-- Exercise materials follows --
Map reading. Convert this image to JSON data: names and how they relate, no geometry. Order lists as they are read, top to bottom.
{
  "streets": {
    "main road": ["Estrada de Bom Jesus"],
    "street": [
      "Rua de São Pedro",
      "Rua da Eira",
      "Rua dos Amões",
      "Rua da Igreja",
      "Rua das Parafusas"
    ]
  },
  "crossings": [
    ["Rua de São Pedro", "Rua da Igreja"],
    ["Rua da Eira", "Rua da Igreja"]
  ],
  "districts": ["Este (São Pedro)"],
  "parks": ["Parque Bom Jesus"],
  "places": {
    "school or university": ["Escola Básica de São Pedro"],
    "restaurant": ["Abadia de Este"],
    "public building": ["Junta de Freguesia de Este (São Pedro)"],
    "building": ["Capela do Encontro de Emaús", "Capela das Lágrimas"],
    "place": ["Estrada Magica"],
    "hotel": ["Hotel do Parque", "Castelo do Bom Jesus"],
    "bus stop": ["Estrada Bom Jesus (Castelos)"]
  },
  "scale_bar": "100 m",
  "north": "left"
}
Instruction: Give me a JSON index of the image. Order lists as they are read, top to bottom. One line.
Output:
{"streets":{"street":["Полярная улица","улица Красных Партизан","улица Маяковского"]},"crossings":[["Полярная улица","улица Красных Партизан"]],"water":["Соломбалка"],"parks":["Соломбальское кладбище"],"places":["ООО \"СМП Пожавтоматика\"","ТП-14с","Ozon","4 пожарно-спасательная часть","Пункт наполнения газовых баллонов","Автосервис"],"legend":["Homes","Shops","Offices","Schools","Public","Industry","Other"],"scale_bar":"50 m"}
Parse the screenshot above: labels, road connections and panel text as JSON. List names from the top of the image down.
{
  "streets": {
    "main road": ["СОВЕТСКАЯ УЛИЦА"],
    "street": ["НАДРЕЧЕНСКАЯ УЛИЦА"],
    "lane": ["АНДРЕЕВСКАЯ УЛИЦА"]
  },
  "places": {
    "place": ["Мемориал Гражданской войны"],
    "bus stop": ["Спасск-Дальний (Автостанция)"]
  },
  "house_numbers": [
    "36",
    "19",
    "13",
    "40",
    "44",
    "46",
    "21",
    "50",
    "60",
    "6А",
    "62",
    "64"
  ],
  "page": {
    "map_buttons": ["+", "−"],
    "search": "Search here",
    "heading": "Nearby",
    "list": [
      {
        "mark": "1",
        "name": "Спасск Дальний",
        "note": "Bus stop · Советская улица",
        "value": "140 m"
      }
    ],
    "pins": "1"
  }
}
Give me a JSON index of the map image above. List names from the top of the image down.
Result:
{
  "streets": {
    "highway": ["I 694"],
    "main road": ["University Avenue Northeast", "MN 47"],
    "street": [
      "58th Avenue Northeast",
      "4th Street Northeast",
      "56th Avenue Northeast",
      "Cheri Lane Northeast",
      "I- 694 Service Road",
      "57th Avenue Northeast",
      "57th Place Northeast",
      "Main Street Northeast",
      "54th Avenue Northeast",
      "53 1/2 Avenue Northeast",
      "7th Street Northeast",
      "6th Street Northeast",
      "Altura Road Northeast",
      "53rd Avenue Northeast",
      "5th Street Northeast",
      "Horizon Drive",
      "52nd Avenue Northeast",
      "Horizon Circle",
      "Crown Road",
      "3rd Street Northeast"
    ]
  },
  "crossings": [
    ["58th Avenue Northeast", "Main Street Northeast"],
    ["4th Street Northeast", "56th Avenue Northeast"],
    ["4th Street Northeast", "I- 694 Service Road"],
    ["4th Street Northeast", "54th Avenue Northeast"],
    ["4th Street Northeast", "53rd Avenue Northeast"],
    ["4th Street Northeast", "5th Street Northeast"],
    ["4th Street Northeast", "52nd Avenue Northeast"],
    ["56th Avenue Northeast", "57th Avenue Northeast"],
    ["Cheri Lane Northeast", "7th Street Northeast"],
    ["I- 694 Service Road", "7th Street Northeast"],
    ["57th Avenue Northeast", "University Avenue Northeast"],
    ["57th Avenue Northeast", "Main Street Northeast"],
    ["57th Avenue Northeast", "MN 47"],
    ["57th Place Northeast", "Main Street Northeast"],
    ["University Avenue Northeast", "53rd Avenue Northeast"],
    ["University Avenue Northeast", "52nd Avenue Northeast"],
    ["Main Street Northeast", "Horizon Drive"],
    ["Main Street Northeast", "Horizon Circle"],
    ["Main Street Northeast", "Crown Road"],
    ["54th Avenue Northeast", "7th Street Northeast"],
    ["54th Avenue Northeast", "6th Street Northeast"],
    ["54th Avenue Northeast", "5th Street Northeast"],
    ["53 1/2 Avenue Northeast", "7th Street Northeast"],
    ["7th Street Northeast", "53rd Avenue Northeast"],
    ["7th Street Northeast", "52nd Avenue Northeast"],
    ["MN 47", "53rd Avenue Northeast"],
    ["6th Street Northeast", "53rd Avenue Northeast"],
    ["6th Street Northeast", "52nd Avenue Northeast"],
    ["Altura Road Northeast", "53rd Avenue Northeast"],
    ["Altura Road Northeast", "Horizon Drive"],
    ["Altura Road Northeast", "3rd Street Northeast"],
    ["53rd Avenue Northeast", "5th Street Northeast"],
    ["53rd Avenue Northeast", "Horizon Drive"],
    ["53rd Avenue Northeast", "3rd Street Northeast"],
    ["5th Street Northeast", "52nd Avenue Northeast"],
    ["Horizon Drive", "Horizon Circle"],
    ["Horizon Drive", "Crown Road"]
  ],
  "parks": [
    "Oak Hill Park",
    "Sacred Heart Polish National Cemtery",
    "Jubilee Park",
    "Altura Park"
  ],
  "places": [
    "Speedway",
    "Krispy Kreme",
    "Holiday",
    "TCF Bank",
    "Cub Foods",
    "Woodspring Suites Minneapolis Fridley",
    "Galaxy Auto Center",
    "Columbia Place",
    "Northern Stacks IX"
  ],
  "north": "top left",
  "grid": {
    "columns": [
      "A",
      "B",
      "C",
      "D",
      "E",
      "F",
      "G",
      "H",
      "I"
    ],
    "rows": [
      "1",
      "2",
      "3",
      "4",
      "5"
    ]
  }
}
-- Exercise materials concluded --
*Activity*
Every line above that includes the word "Jesus" must appear in the answer.

*Reply to the task*
    "main road": ["Estrada de Bom Jesus"],
  "parks": ["Parque Bom Jesus"],
    "hotel": ["Hotel do Parque", "Castelo do Bom Jesus"],
    "bus stop": ["Estrada Bom Jesus (Castelos)"]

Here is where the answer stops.